In light of these principles, the Tribunal found in Miller[6] that the applicant raised an arguable case, but had failed to provide any support for its contention that the award would raise undue financial hardship.  Therefore, the Tribunal Member ordered that the suspension order should be granted provided the appellant deposit the full sum required to be paid under the determination.

The Tribunal in Kootenai Community Centre Society[7] was asked to consider a request for suspension of a determination requiring a non-profit society to pay $18,171.74, representing wages and accrued interest owed to a former employee and an administrative penalty in the amount of $500.00.  The society deposited the amount of $7,359.75 with the Director in its appeal.  This amount reflected what the society submitted was the employee’s entitlement less statutory deductions.  The society also gave an undertaking to pay out the outstanding balance of the award, if necessary, following the Tribunal’s decision on the merits.  The Tribunal found that the society’s submissions regarding the substantive aspects of the appeal had merit.   Further, the Tribunal considered the fact that neither of the respondents had taken a position with respect to the suspension application and found that the granting of the suspension would not be prejudicial towards these parties.   In the end, the Tribunal concluded that a suspension order was warranted and that the lesser amount was sufficient to act as security pending the outcome of the appeal.

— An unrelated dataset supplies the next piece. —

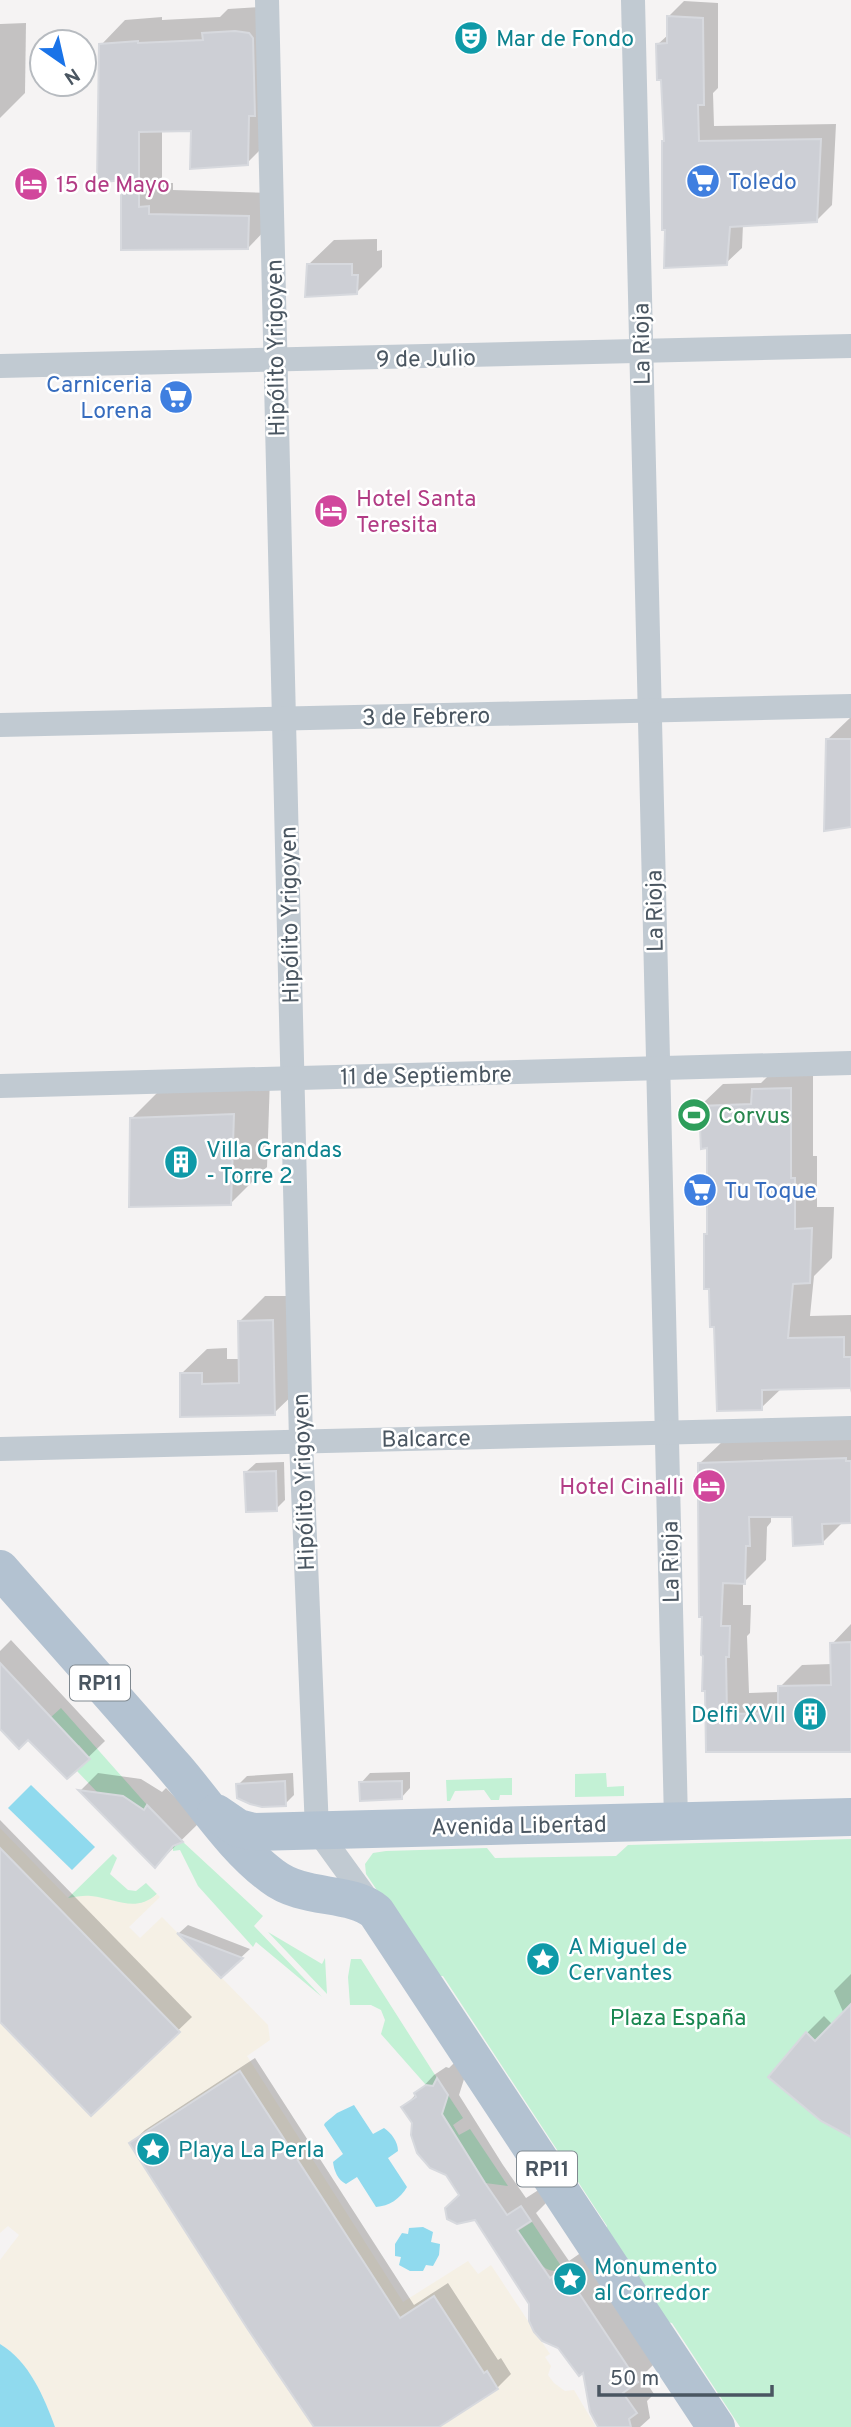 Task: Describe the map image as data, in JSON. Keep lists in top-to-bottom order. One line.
{"streets":{"main road":["RP11","Avenida Libertad"],"street":["La Rioja","Hipólito Yrigoyen","9 de Julio","3 de Febrero","11 de Septiembre","Balcarce"]},"crossings":[["La Rioja","9 de Julio"],["La Rioja","3 de Febrero"],["La Rioja","11 de Septiembre"],["La Rioja","Balcarce"],["La Rioja","Avenida Libertad"],["Hipólito Yrigoyen","9 de Julio"],["Hipólito Yrigoyen","3 de Febrero"],["Hipólito Yrigoyen","11 de Septiembre"],["Hipólito Yrigoyen","Balcarce"],["Hipólito Yrigoyen","Avenida Libertad"],["RP11","Avenida Libertad"]],"parks":["Plaza España"],"places":{"theatre":["Mar de Fondo"],"supermarket":["Toledo","Carniceria Lorena","Tu Toque"],"hotel":["15 de Mayo","Hotel Santa Teresita","Hotel Cinalli"],"sports":["Corvus"],"building":["Villa Grandas - Torre 2","Delfi XVII"],"place":["A Miguel de Cervantes","Playa La Perla","Monumento al Corredor"]},"scale_bar":"50 m","north":"bottom right"}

In many section 113 suspension application decisions, the Tribunal takes a middle of the road stance that seeks to balance the competing interests of the applicant and the respondent.  This was illustrated in the Tribunal decision of Wen-DI[8], in which the Tribunal fashioned a creative remedy that sought to satisfy the interests of both the applicant and the respondent.  In that case, the applicant employer requested that the determination ordering the applicant to pay $10,451.36 be suspended upon the deposit of $1,200 with the Director pending the appeal.   The applicant raised the issue of potential cash flow problems. In response, the Director submitted that the full amount ought to be deposited.  The Tribunal felt neither proposal was appropriate.  The Tribunal framed an order that secured the employee’s claim while, at the same, did not unduly constrain the employer’s cash flow.  The Tribunal accomplished this by ordering the applicant to provide to the Director an irrevocable letter of credit in favour of the Director for the full amount ordered to be paid under the determination.

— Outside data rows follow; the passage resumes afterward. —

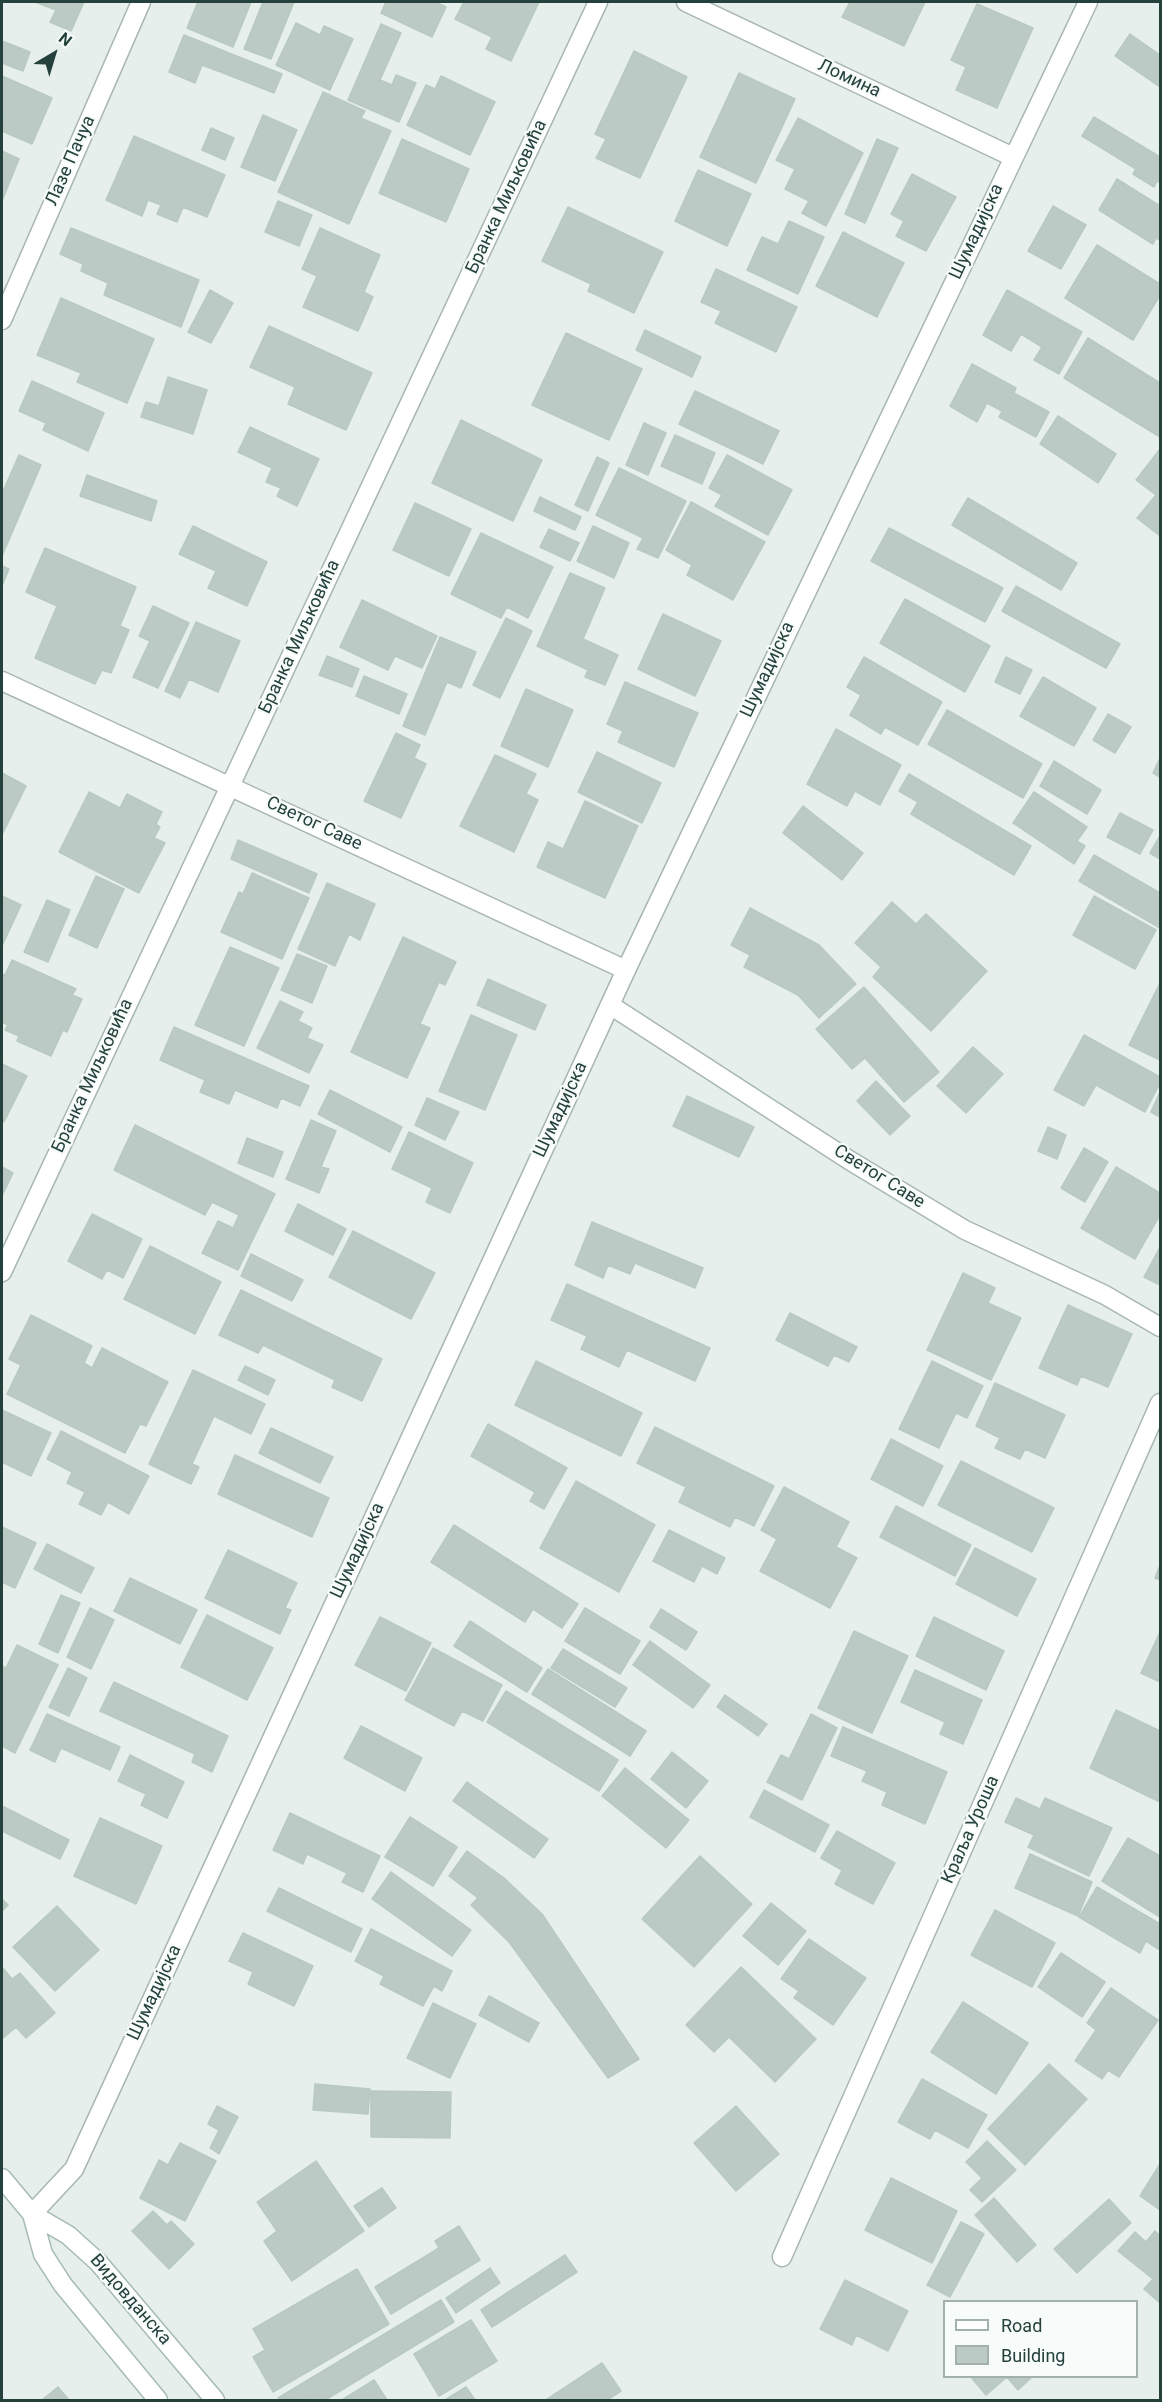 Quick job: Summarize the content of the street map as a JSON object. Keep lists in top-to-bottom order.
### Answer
{
  "streets": {
    "street": [
      "Ломина",
      "Лазе Пачуа",
      "Бранка Миљковића",
      "Шумадијска",
      "Светог Саве",
      "Краља Уроша",
      "Видовданска"
    ]
  },
  "crossings": [
    ["Ломина", "Шумадијска"],
    ["Бранка Миљковића", "Светог Саве"],
    ["Шумадијска", "Светог Саве"],
    ["Шумадијска", "Видовданска"]
  ],
  "legend": ["Road", "Building"],
  "north": "top right"
}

In Chatzispiros[9], the Director issued a determination against a number of related companies, including 553334 B.C. Ltd., for $435,905.05 on account of unpaid regular wages, statutory holiday pay, vacation pay, individual compensation for length of service and group termination pay owed to 64 former employees of an intermediate care facility.  A subsequent determination was issued against Kosta Chatzispiros, in the amount of $121,253.56, in his capacity as a director and officer of 553334 B.C. Ltd.  In his suspension request, Mr. Chatzispiros claimed that if he was required to pay the full amount of the determination, he would be forced to file for bankruptcy.  According to Mr. Chatzispiros, a deposit of $1,000 would be suitable in the circumstances of the appeal.  The Director took the position that 10 percent of the determination would be an adequate, being $12,125.  The Tribunal agreed with the Director’s proposal given the fact that $1,000 was inadequate security for the 64 complainant employees, the lack of merit of Mr. Chatzispiros’s appeal, and that it appeared the applicant had no intention of paying the determination amount should it be upheld on appeal.  As such, the Director ordered that the determination be suspended provided the applicant deposited $12,125 with the Director.

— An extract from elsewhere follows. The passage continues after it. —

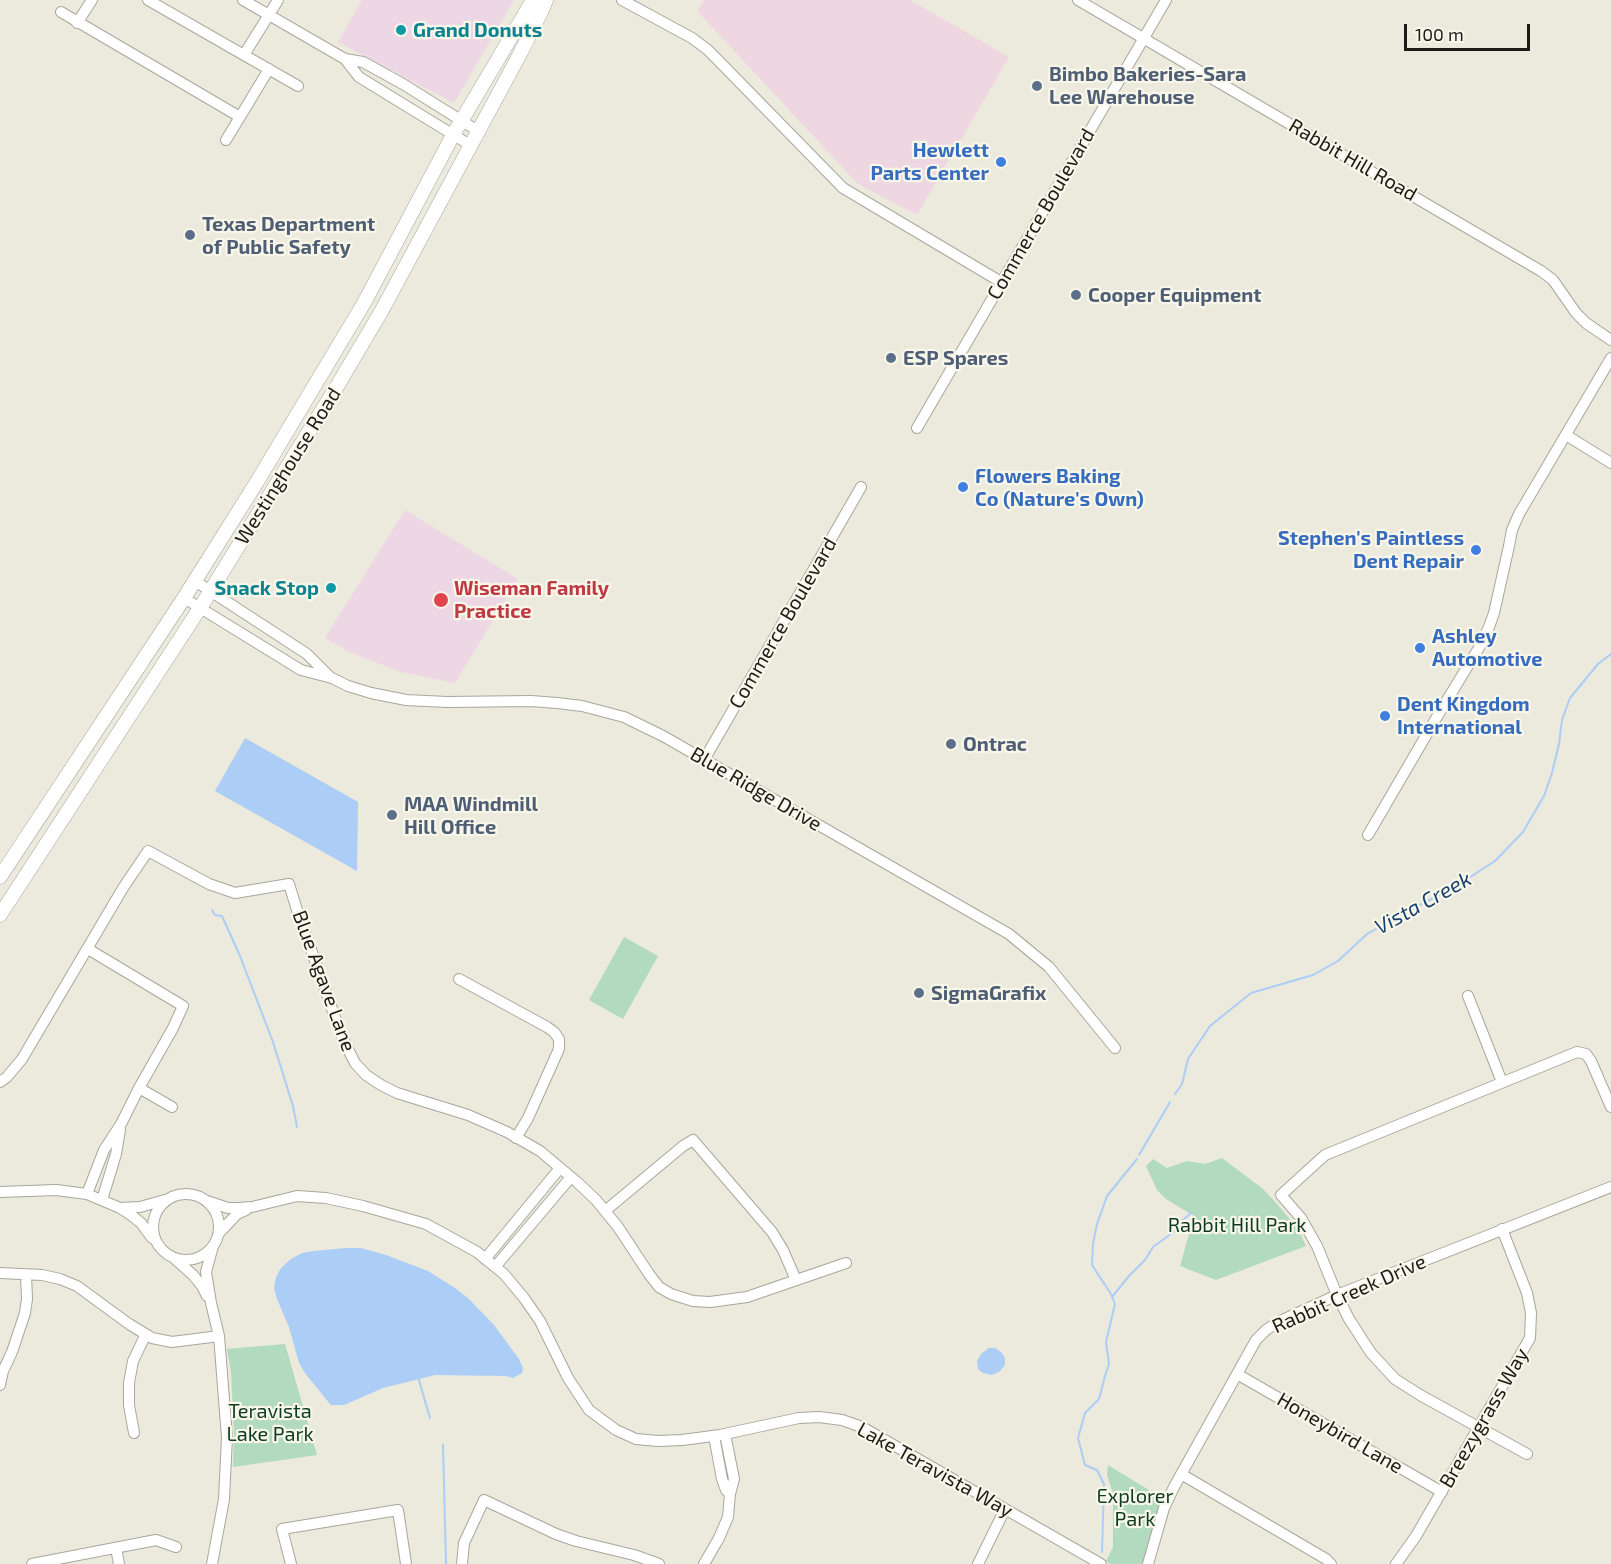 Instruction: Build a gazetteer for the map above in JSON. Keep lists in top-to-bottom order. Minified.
{"streets":{"main road":["Westinghouse Road"],"street":["Rabbit Hill Road","Commerce Boulevard","Blue Ridge Drive","Blue Agave Lane","Rabbit Creek Drive","Breezygrass Way","Honeybird Lane","Lake Teravista Way"]},"crossings":[["Rabbit Hill Road","Commerce Boulevard"],["Commerce Boulevard","Blue Ridge Drive"],["Westinghouse Road","Blue Ridge Drive"],["Rabbit Creek Drive","Breezygrass Way"],["Rabbit Creek Drive","Honeybird Lane"],["Breezygrass Way","Honeybird Lane"]],"water":["Vista Creek"],"parks":["Rabbit Hill Park","Teravista Lake Park","Explorer Park"],"places":["Grand Donuts","Bimbo Bakeries-Sara Lee Warehouse","Hewlett Parts Center","Texas Department of Public Safety","Cooper Equipment","ESP Spares","Flowers Baking Co (Nature's Own)","Stephen's Paintless Dent Repair","Snack Stop","Wiseman Family Practice","Ashley Automotive","Dent Kingdom International","Ontrac","MAA Windmill Hill Office","SigmaGrafix"],"scale_bar":"100 m"}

In Holt[10], William Holt was found personally liable for two months of unpaid wages, in the total amount of $11,786.67.  The Director had found that Mr. Holt, as a director or officer of a software company, had breached the Act by failing to pay regular wages to a former employee.  Mr. Holt appealed the determination and requested a suspension of the determination.  Counsel for Mr. Holt submitted that Mr. Holt was retired and requiring a deposit of any amount would cause a considerable hardship to the applicant.  The Tribunal found that Mr. Holt had made out an arguable case, and that his appeal had some merit.  On this basis, the Tribunal suspended the effect of the determination.  Because of the fact that Mr. Holt was retired, the Tribunal considered it appropriate that the entire amount be suspended pending the result of the appeal.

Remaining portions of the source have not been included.